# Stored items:
<<<<

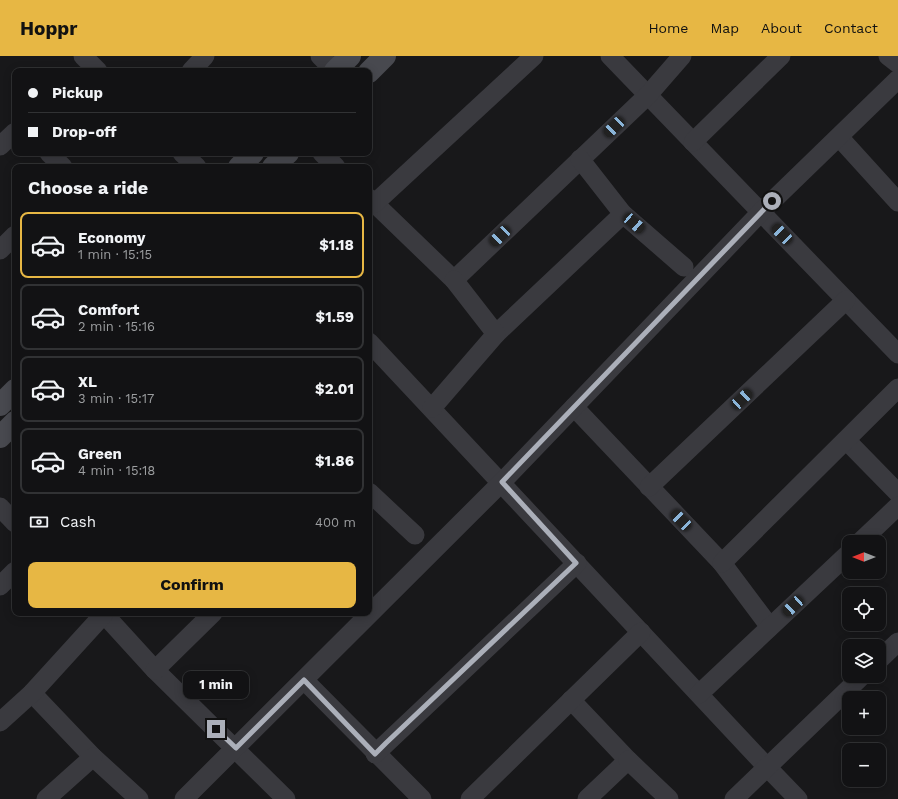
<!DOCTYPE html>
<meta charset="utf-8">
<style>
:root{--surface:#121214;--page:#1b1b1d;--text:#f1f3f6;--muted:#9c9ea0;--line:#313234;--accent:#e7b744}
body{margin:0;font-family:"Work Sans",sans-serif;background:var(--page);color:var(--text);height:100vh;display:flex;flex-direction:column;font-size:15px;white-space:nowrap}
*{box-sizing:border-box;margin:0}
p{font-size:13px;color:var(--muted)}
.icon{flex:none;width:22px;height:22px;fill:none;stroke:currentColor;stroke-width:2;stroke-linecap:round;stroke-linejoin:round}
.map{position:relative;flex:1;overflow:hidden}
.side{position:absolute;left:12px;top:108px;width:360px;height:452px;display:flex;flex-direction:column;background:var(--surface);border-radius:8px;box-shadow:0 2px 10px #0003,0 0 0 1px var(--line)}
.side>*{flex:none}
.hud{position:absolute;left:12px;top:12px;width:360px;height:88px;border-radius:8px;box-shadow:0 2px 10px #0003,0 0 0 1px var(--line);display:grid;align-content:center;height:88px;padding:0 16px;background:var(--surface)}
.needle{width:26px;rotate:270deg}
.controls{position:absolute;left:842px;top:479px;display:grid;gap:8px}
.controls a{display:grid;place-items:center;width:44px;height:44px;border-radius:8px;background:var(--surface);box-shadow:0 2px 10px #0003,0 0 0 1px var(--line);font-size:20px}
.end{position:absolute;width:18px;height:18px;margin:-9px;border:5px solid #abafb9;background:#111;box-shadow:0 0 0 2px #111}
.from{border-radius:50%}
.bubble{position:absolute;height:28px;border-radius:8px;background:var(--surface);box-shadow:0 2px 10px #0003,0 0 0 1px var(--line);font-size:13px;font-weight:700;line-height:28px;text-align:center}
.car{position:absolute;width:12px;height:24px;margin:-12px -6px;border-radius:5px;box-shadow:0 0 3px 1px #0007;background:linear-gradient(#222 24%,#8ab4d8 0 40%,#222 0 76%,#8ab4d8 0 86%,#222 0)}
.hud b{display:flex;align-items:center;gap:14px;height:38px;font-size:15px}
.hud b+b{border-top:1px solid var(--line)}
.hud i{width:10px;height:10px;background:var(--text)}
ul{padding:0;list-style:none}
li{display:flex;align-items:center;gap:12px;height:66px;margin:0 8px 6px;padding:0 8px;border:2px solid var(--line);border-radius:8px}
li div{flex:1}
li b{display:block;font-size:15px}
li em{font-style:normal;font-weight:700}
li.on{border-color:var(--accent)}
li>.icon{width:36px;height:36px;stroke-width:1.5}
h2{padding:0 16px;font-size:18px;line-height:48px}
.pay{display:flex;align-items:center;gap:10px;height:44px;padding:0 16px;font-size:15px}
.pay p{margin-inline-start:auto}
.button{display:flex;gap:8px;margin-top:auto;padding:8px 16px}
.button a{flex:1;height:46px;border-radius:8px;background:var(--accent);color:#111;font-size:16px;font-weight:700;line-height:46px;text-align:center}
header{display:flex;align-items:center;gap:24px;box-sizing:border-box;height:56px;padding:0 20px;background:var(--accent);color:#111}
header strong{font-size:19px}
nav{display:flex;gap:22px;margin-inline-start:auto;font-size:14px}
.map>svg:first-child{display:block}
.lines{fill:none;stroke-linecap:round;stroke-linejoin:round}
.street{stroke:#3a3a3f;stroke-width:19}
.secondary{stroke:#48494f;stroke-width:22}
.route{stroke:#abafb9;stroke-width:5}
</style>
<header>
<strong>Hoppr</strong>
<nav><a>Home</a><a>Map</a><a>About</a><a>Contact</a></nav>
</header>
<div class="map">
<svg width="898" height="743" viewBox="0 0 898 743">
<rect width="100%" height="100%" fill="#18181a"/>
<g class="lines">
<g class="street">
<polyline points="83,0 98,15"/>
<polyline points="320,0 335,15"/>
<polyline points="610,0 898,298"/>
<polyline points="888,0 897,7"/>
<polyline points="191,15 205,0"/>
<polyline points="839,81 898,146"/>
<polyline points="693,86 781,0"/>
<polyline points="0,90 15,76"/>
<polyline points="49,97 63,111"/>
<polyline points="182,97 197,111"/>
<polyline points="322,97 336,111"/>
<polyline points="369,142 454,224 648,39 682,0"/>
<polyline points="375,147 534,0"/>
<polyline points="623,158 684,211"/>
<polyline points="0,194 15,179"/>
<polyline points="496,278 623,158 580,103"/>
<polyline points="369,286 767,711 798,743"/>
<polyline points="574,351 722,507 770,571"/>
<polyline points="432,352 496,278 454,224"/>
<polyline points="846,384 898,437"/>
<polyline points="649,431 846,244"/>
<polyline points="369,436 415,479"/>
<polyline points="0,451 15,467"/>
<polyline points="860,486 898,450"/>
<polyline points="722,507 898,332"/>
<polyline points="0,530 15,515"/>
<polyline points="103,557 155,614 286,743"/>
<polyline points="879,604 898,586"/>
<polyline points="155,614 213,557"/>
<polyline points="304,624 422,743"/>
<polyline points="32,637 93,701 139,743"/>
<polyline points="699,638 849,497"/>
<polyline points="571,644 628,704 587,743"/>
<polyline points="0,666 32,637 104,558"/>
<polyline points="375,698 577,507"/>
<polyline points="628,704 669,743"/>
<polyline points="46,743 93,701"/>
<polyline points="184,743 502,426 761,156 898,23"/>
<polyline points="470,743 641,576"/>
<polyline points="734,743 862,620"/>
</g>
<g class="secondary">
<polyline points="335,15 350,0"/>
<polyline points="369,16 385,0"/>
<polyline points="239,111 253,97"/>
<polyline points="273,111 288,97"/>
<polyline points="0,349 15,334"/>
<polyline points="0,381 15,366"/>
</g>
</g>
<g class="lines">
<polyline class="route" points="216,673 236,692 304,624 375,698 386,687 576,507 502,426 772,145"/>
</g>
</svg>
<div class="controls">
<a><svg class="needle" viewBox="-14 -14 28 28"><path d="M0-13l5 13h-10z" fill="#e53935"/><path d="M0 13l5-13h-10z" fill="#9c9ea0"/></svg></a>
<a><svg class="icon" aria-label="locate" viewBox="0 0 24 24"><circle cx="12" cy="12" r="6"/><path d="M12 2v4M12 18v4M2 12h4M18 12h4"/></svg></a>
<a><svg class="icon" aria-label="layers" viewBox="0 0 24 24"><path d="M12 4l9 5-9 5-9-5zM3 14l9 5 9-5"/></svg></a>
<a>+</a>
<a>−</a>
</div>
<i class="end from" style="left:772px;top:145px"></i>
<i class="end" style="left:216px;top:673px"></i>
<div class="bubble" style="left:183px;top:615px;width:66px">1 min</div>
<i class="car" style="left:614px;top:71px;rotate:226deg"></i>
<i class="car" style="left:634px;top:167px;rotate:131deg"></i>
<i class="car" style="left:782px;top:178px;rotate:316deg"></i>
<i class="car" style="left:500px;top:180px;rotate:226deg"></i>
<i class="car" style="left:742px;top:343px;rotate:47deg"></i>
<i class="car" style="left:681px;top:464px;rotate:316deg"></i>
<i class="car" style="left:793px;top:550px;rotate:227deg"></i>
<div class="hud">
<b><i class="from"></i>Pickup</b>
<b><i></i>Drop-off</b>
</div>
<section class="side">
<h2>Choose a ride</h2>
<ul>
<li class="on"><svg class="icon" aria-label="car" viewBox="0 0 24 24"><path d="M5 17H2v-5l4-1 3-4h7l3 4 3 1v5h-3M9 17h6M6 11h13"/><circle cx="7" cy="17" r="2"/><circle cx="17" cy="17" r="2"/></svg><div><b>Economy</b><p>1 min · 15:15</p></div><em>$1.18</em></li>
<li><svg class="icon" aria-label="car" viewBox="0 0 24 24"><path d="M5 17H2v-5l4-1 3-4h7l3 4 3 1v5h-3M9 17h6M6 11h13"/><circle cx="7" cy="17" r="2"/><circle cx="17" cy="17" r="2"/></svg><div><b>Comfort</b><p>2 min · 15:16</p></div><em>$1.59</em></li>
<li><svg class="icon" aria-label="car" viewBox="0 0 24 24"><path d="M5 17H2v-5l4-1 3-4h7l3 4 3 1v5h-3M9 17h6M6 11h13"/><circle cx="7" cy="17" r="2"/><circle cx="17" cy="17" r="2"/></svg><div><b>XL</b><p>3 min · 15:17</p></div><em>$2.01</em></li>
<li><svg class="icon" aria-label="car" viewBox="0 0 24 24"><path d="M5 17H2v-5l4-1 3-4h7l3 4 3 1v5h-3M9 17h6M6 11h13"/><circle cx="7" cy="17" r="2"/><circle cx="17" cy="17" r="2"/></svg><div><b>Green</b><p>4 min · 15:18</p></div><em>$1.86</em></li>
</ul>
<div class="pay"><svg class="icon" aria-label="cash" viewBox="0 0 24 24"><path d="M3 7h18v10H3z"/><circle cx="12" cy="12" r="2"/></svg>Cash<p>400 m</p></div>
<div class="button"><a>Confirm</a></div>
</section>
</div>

>>>>

# TASK BRIEF:
If a line in the records has the word "margin", copy that line.

# RESULT OF THIS EXERCISE:
body{margin:0;font-family:"Work Sans",sans-serif;background:var(--page);color:var(--text);height:100vh;display:flex;flex-direction:column;font-size:15px;white-space:nowrap}
*{box-sizing:border-box;margin:0}
.end{position:absolute;width:18px;height:18px;margin:-9px;border:5px solid #abafb9;background:#111;box-shadow:0 0 0 2px #111}
.car{position:absolute;width:12px;height:24px;margin:-12px -6px;border-radius:5px;box-shadow:0 0 3px 1px #0007;background:linear-gradient(#222 24%,#8ab4d8 0 40%,#222 0 76%,#8ab4d8 0 86%,#222 0)}
li{display:flex;align-items:center;gap:12px;height:66px;margin:0 8px 6px;padding:0 8px;border:2px solid var(--line);border-radius:8px}
.pay p{margin-inline-start:auto}
.button{display:flex;gap:8px;margin-top:auto;padding:8px 16px}
nav{display:flex;gap:22px;margin-inline-start:auto;font-size:14px}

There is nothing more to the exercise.